Ward 4 councillor Sam Merulla, who had initially wanted to re-consider council’s motion that had initially approved the new transit fare policy, said other communities have revisited the issue, including Burlington, and Toronto.

“It was a misunderstanding,” said Merulla. “Clearly, it was a decision based on AODA legislation.”

The city’s revised fare policy would force people with mobility devices, and the visually impaired, who have a card from the Canadian National Institute of the Blind, to pay full fare. Cardholders now receive free transit service on city transit buses.
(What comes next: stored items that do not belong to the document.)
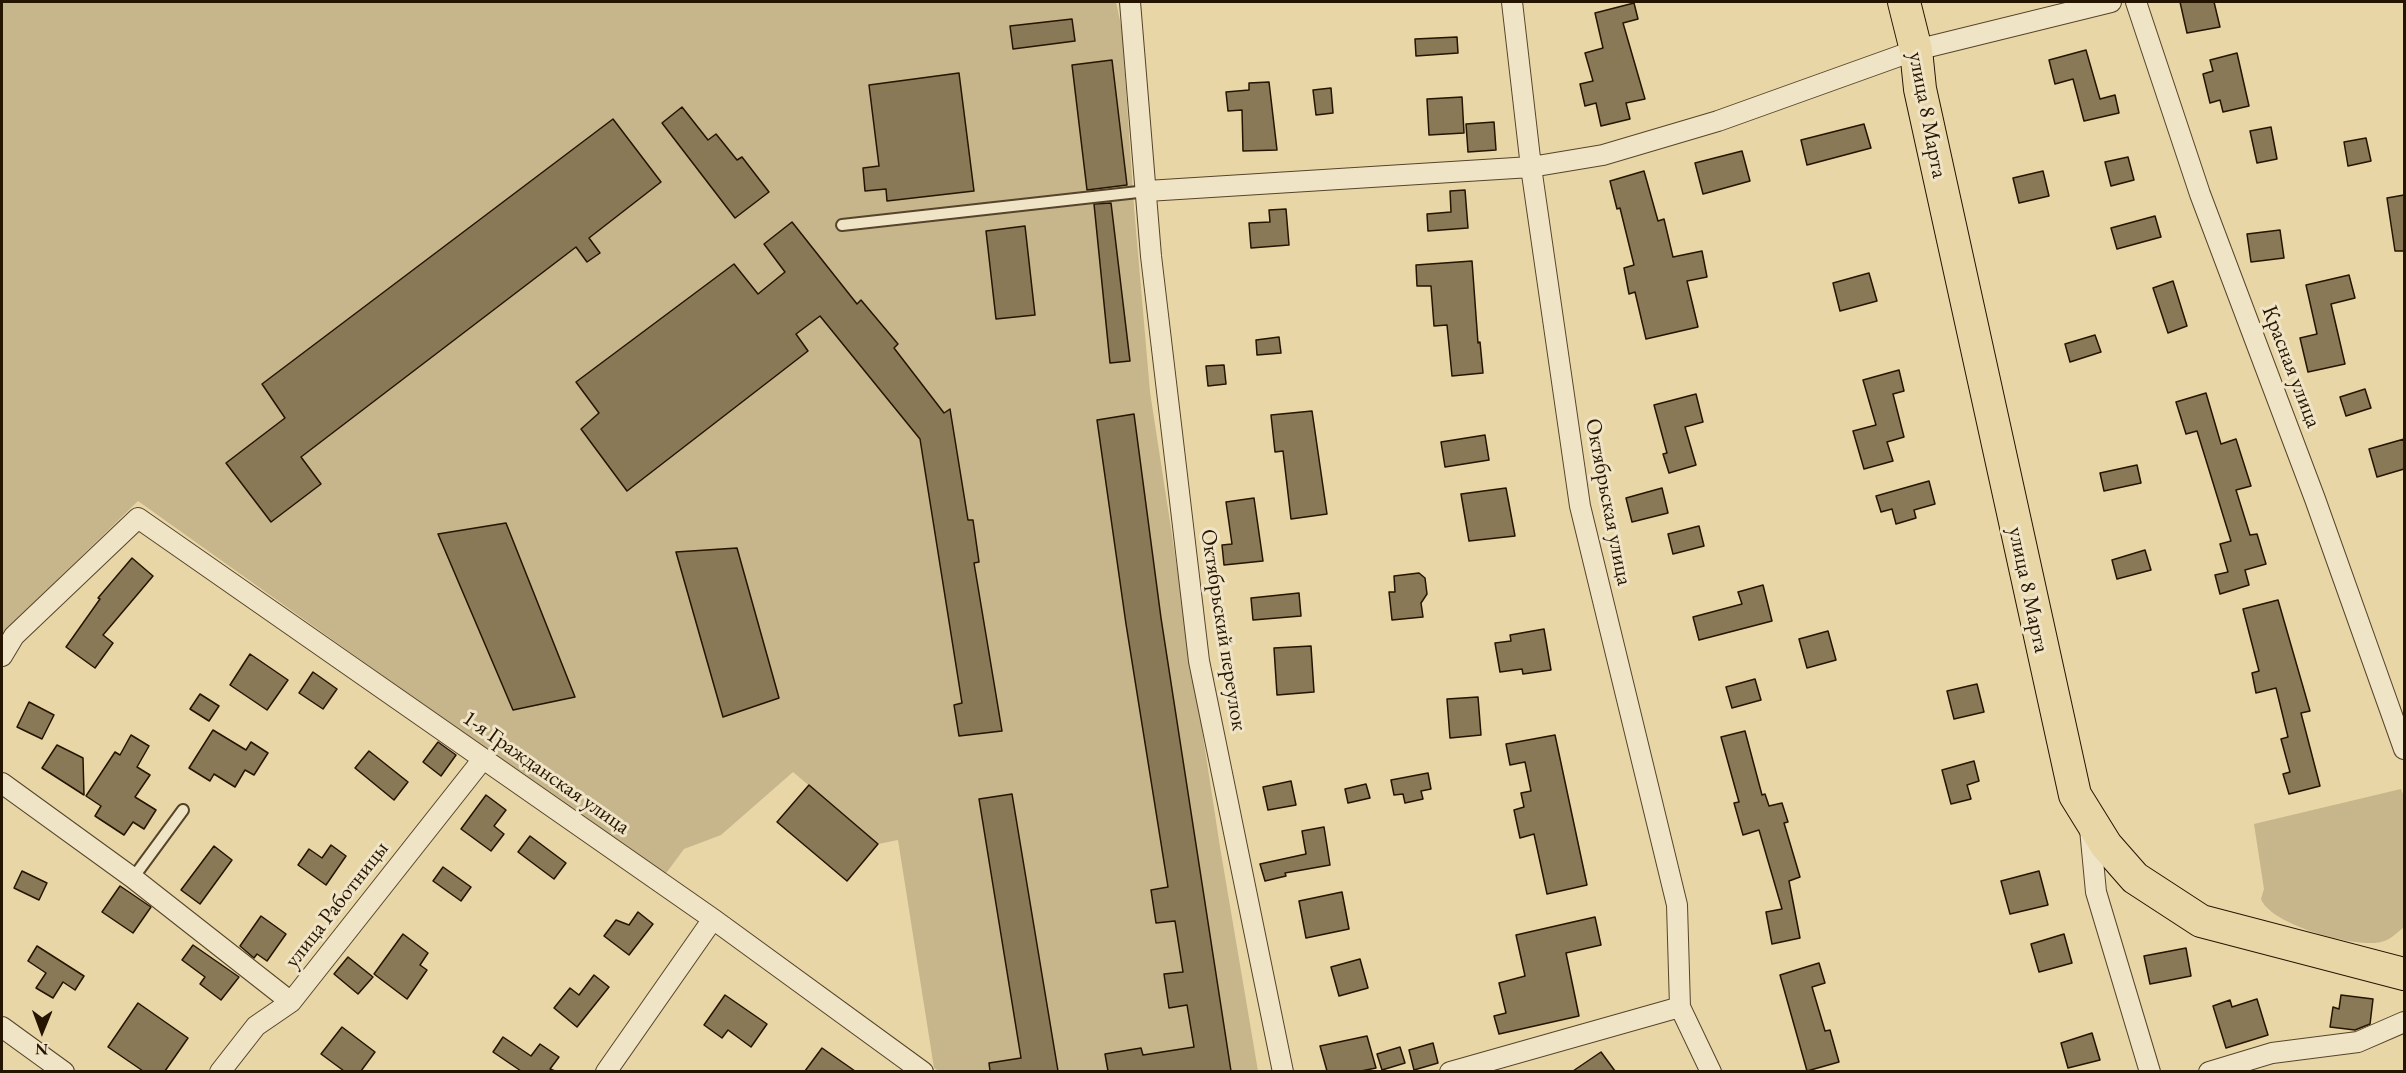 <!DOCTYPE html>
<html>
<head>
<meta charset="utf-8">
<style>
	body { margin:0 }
	#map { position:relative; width:2406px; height:1073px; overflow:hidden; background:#e8d6a7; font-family:"EB Garamond",serif }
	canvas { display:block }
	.frame { position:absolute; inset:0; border:3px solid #251400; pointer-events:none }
	.north { position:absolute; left:12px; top:1001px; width:60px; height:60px; -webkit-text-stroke:4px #f0e4c6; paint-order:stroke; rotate:181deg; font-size:16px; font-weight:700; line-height:24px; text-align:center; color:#251400 }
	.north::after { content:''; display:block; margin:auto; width:21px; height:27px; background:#251400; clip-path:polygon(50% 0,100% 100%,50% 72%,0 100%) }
</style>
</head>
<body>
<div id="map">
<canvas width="2406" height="1073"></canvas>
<div class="frame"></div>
<div class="north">N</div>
</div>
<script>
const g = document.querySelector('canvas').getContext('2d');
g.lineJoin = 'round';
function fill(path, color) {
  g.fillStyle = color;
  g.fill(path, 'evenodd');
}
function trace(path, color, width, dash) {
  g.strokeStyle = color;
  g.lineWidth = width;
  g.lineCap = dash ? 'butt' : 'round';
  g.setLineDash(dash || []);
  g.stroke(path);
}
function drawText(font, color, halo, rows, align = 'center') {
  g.font = font + ' "EB Garamond",serif';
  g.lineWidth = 6;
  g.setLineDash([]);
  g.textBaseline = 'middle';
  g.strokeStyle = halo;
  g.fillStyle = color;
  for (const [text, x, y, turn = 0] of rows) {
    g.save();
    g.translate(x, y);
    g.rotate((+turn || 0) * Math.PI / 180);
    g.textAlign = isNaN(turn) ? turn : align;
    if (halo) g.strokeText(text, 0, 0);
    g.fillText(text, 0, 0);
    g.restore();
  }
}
fill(new Path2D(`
	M2,2H1116L1122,30L1134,207L1150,392L1220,847L1258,1071H939L934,1068L898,840L878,844L793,772L721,835L684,849L664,876L138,501L2,634Z
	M2401,789L2404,797V927C2397,933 2390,940 2381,942C2354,948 2271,925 2261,899L2264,889L2254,824Z`), '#c7b58b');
const building = new Path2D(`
	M2180,2H2214L2220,27L2187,33Z
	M1634,3L1638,19L1623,23L1645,99L1626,103L1630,119L1601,126L1596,103L1585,106L1580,84L1593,81L1585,53L1603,48L1595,13Z
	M1072,19L1075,41L1013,49L1010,26Z
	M1457,37L1458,53L1416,56L1415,39Z
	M2086,50L2100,99L2115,95L2119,113L2084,121L2073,79L2055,84L2049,60Z
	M2237,53L2249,106L2223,112L2220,100L2210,103L2203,74L2213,71L2210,60Z
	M1112,60L1127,185L1087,190L1072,65Z
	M959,73L974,191L887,201L886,189L865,191L863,168L879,166L869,85Z
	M1269,82L1277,150L1243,151L1242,110L1228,111L1226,92L1249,90V83Z
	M1331,88L1333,113L1316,115L1313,90Z
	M1462,97L1464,133L1429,135L1427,99Z
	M682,107L708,140L716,134L737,160L742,157L769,192L735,218L662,123Z
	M613,119L661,182L589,238L600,253L587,262L576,247L301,457L321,484L271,522L226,463L285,418L262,384Z
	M1494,122L1496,150L1468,152L1466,124Z
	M1864,124L1871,148L1807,165L1801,140Z
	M2271,127L2277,159L2257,163L2250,131Z
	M2366,138L2371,161L2348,166L2344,142Z
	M1742,151L1750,181L1703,194L1695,163Z
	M2128,157L2134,180L2111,186L2105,162Z
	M1644,171L1658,221L1664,219L1673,257L1702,251L1707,277L1687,281L1698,327L1646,339L1635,292L1629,294L1624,268L1634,265L1620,208L1617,209L1610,181Z
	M2043,171L2049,196L2019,203L2013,178Z
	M1465,190L1468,228L1428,231L1427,214L1451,212L1450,191Z
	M2404,195V251H2395L2387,198Z
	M1111,203L1130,361L1110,363L1094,204Z
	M1286,209L1289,245L1251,248L1249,223L1270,222L1269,210Z
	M2155,216L2161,237L2117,249L2111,228Z
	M792,222L857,304L861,300L898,344L894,348L944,413L950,409L968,520H973L979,562L974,563L1002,731L959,736L954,705L962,703L920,439L820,316L796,334L808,351L627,491L581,429L599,413L576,382L734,264L758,294L785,272L764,244Z
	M1025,226L1035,315L996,319L986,231Z
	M2280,230L2284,258L2251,262L2247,234Z
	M1472,261L1478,343L1480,342L1483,373L1452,376L1447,325L1434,326L1431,286H1417L1416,265Z
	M1869,273L1877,301L1840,311L1833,283Z
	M2349,275L2355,298L2331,304L2345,364L2308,372L2300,338L2317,334L2306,285Z
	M2173,281L2187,326L2168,333L2153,288Z
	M2095,335L2101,352L2070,362L2065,344Z
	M1279,337L1281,353L1257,355L1256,340Z
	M1224,365L1226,384L1208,386L1206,366Z
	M1899,370L1904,391L1893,394L1904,437L1887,442L1893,461L1864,469L1853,431L1876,425L1863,380Z
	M2365,389L2371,408L2346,416L2340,397Z
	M2206,393L2221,444L2236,439L2251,486L2236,490L2250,535L2257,534L2266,564L2245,570L2249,585L2220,594L2215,575L2228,572L2220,544L2231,541L2197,431L2186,434L2176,402Z
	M1696,394L1703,422L1685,427L1696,465L1669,473L1663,454L1667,453L1654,405Z
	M1312,411L1327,514L1291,519L1283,451L1275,452L1271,415Z
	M1134,414L1161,618L1231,1071H1108L1105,1054L1141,1048L1143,1055L1194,1047L1187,1005L1169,1008L1164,974L1183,972L1175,921L1156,923L1151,890L1168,887L1126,624L1097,420Z
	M1485,435L1489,460L1445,467L1441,442Z
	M2404,439V469L2377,477L2369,449Z
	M2137,465L2141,483L2104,491L2100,473Z
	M1929,481L1935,504L1914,510L1916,518L1896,524L1892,509L1881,512L1876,496Z
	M1506,488L1515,536L1469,541L1461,494Z
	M1662,488L1668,513L1632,522L1626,498Z
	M1254,498L1263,561L1224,565L1222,545L1232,544L1226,502Z
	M506,523L575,697L513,710L438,534Z
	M1699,526L1704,546L1673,554L1668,534Z
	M737,548L779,698L723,717L676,552Z
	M2145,550L2151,570L2117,579L2112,560Z
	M132,558L153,576L103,635L113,643L95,668L66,647L100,599L98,598Z
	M1419,573L1425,578L1427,594L1421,603L1423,617L1392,620L1389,592H1395L1394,576Z
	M1763,585L1772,621L1699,640L1693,617L1742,604L1738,592Z
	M1299,593L1301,616L1253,620L1251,598Z
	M2278,600L2310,711L2301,713L2320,786L2289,794L2283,774L2290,772L2281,739L2288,737L2276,688L2256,693L2252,673L2259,671L2243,609Z
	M1544,629L1551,670L1523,674L1522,669L1500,672L1495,643L1511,641L1510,635Z
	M1828,631L1836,660L1807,668L1799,639Z
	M1311,646L1314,692L1277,695L1274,648Z
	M250,654L288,680L267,710L230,685Z
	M313,672L337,689L323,709L299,693Z
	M1755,679L1761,700L1732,708L1726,687Z
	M1977,684L1984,712L1954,719L1947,691Z
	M200,694L219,706L209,721L190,709Z
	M1478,697L1481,735L1450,738L1447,699Z
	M29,702L54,715L42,739L17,727Z
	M213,730L246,750L251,742L268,753L254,775L245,770L235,787L214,774L210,781L189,768Z
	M1745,731L1762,795L1765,794L1769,806L1782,803L1788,822L1784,823L1800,877L1789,881L1800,938L1772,944L1766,912L1782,909L1759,830L1743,835L1734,803L1739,802L1721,737Z
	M131,735L149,746L137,767L150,775L135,797L156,810L144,829L133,822L124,835L95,816L101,806L86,796L115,752L120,755Z
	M1555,735L1587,885L1547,894L1534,834L1520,838L1514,810L1524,807L1521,793L1531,791L1525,762L1510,765L1506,744Z
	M438,742L456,755L441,776L423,762Z
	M57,745L83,758L84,795L42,768Z
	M369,751L408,782L394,800L355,768Z
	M1974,761L1979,781L1967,785L1971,799L1951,804L1942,770Z
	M1428,773L1431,789L1421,791L1423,799L1405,803L1403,794L1394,795L1391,780Z
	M1291,781L1296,805L1268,810L1263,787Z
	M1366,784L1370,798L1348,803L1345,789Z
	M809,785L878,844L847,881L777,822Z
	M1012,794L1058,1071H990L989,1063L1021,1058L979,799Z
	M486,795L506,810L494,826L504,834L491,851L461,829Z
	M1324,827L1330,865L1285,873L1286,876L1265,881L1260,864L1306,854L1302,831Z
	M530,836L566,863L554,879L518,852Z
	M331,845L346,856L326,885L298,865L309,849L322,858Z
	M214,846L232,860L200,904L181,890Z
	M443,867L471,887L461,901L433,881Z
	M22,871L47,883L39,900L14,888Z
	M2039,871L2048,905L2010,914L2001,881Z
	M120,886L151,907L133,933L102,912Z
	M1342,892L1349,929L1306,938L1299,901Z
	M638,912L653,924L629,955L604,936L616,920L629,925Z
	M261,916L286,934L267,961L257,954L254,958L240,946Z
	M1595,917L1601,945L1566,953L1579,1016L1499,1034L1494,1016L1506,1013L1499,983L1525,976L1516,935Z
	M403,934L428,953L420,965L427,970L407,999L374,974Z
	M2064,934L2072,963L2039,972L2031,944Z
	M193,945L239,977L221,1000L200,984L205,977L182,960Z
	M37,946L84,976L75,990L63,982L53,998L36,988L46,973L28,961Z
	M2186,948L2191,976L2150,984L2144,956Z
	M348,957L373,977L358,994L334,974Z
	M1360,959L1368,988L1339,996L1331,967Z
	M1819,963L1825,983L1812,987L1825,1031L1830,1030L1839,1062L1807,1071L1780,975Z
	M594,975L609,987L577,1027L554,1008L570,988L579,995Z
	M725,995L767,1024L751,1047L728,1030L722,1038L704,1025Z
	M2341,995L2373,999L2370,1024L2355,1030L2330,1027L2333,1007L2339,1009Z
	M2257,999L2268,1035L2226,1048L2213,1006L2230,1000L2232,1007Z
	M138,1003L188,1038L165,1071H143L108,1047Z
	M342,1027L375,1052L361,1071H344L321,1054Z
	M2092,1033L2100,1060L2068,1068L2061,1043Z
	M1367,1036L1376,1068L1361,1071H1327L1320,1046Z
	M503,1037L531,1056L540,1044L559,1057L550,1069L555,1071H521L493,1052Z
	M1433,1043L1438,1063L1414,1070L1409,1050Z
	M1400,1047L1405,1063L1382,1070L1377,1054Z
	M822,1048L855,1071H805Z
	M1601,1052L1615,1071H1573Z`);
fill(building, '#8a7957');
trace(building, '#251400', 1.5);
const service = new Path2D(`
	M842,225L1147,191
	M133,878L183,810`);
const minor = new Path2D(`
	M1130,2L1151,256L1199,661L1283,1072
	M1512,2L1531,167L1580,506L1677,905L1680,1007L1711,1072
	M2136,2L2200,194L2315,499L2404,749
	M1147,191L1531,167L1603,155L1718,121L1916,50L2111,2
	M2,656L14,636L138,518L713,919L923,1072
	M2,783L133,878L291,1002
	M2090,829L2096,892L2150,1072
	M2,1027L64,1072
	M220,1072L256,1026L291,1002L483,759
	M606,1072L713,919
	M1450,1072L1680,1007
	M2209,1072L2272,1053L2358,1042L2404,1022`);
const primary = new Path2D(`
	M1904,2L1916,50L1920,89L2075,795L2106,845L2135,878L2201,921L2404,974`);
trace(service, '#56442a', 14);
trace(minor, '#56442a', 22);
trace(primary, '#251400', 34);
trace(service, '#f0e4c6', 10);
trace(minor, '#f0e4c6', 20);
trace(primary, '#e8d6a7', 32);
drawText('22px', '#251400', '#f0e4c6', [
	["улица 8 Марта",1927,115,79],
	["Красная улица",2291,367,69],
	["Октябрьская улица",1608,502,79],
	["улица 8 Марта",2028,590,78],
	["Октябрьский переулок",1223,630,81],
	["1-я Гражданская улица",546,773,35],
	["улица Работницы",337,905,-52]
]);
</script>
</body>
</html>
A monthly transit pass is $87 per month, while a cash fare is $2.55, while the cost to use the Disabled and Aged Regional Transport System (DARTS) is $2.35.

Councillors are also concerned more people will be forced to use the already overworked DARTS service, creating further difficulties.

Steven Reavley, vice-president of the Hamilton chapter of the Canadian Council of the Blind, said if the fare policy remained in place, it would cause financial hardship for visually impaired individuals who use public transit to get to work. He said about 30 per cent are already on social service programs, and a fare increase will eat up a major portion of their revenue.

Hamiltonhas had the transit program for the visually impaired, and people with mobility devices for decades.

Hullcountered the fare recommendations suggested by staff adhere to the provincial legislation.

“The staff position is the appropriate recommendation,” he said.

Hull suggested since councillors were not at a “level of understanding” to accept the fare transit policy, further discussion is needed, including with the public.

“So council can have sufficient comfort level,” said Hull.